Install Tesseract 5 on macOS
I am writing on how to install Tesseract on macOS. The version of macOS I am using is 10.14.3 Mojave but this code should work for any other versions too. Please make sure you have homebrew installed before you begin, also make sure that you remove previous versions of tesseract. In my case I had installed tesseract 3 using macports so I had to uninstall it first using
sudo port uninstall tesseract.
To begin installation of Tesseract4 open Terminal and type:
brew install automake autoconf libtool
brew install pkgconfig
brew install icu4c
brew install leptonica
brew install gcc
brew install pango
git clone https://github.com/tesseract-ocr/tesseract/
cd tesseract
./autogen.sh
./configure
make -j
sudo make install # if desired
make training # if installed with training dependencies
This is the error I am getting after I installed above dependencies and tried to OCR the input Text
ajinkyabobade$ tesseract text.jpg -l eng
Error opening data file /usr/local/share/tessdata/eng.traineddata
Please make sure the TESSDATA_PREFIX environment variable is set to your "tessdata" directory.

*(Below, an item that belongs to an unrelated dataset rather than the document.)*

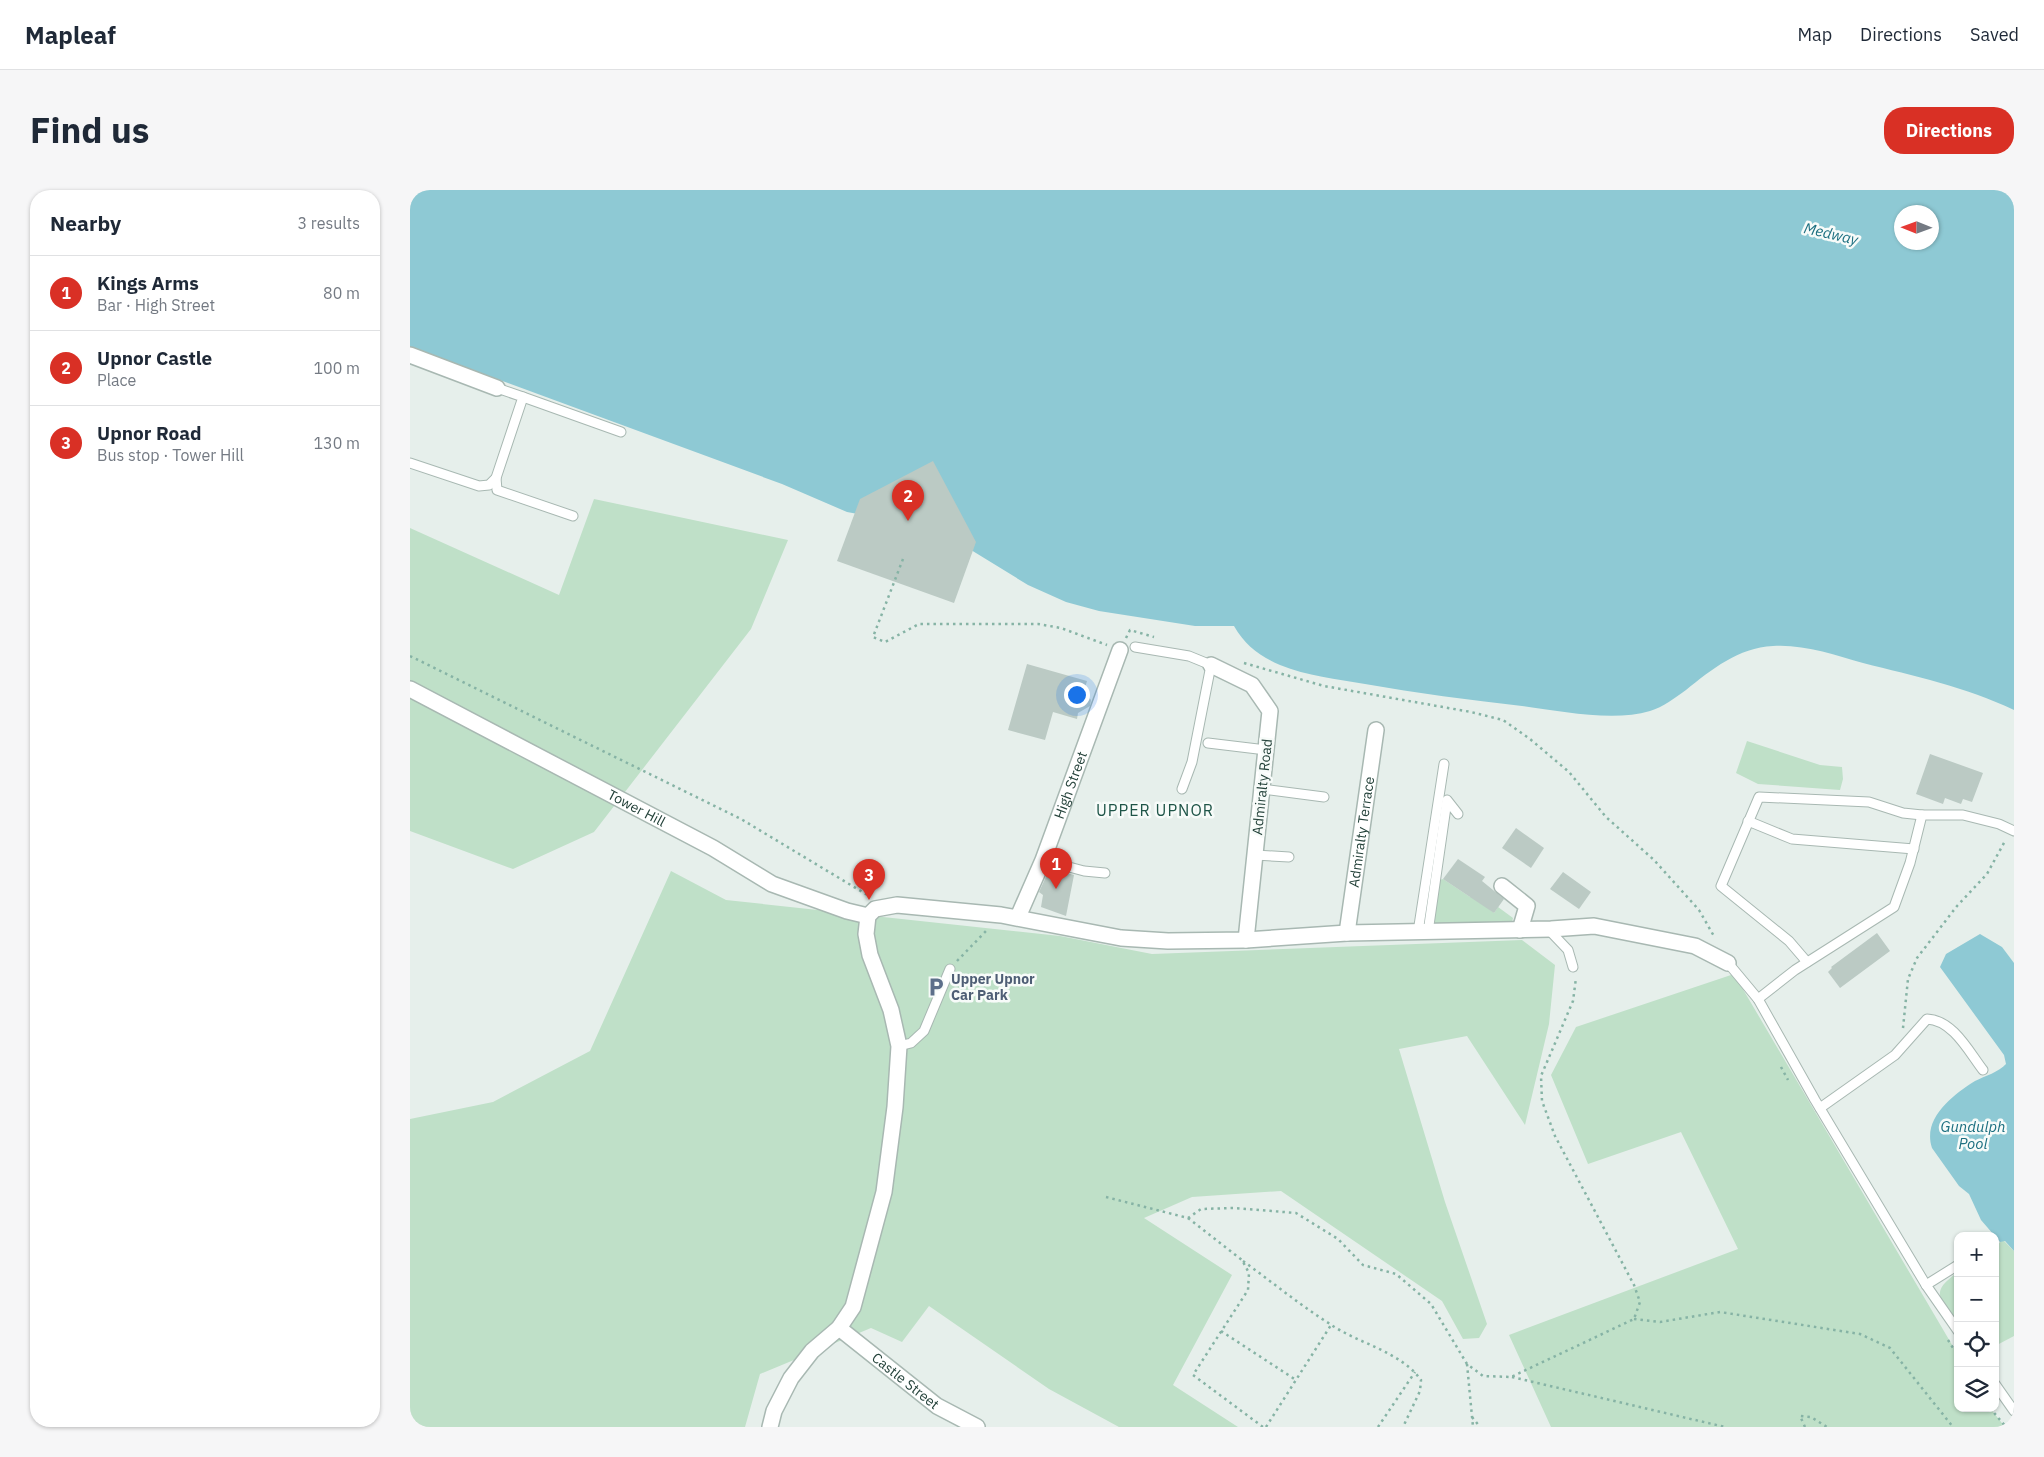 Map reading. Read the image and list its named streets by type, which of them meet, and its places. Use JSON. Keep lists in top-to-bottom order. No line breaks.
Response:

Failed loading language 'eng'
Tesseract couldn't load any languages!
Could not initialize tesseract.
To resolve it and run tesseract normally do the dollowing:
cd /usr/local/share/tessdata/
configs pdf.ttf tessconfigs
sudo wget https://github.com/tesseract-ocr/tessdata_best/raw/master/eng.traineddata
Now run : tesseract -v
This will shou you the current version of tesseract which is = 4.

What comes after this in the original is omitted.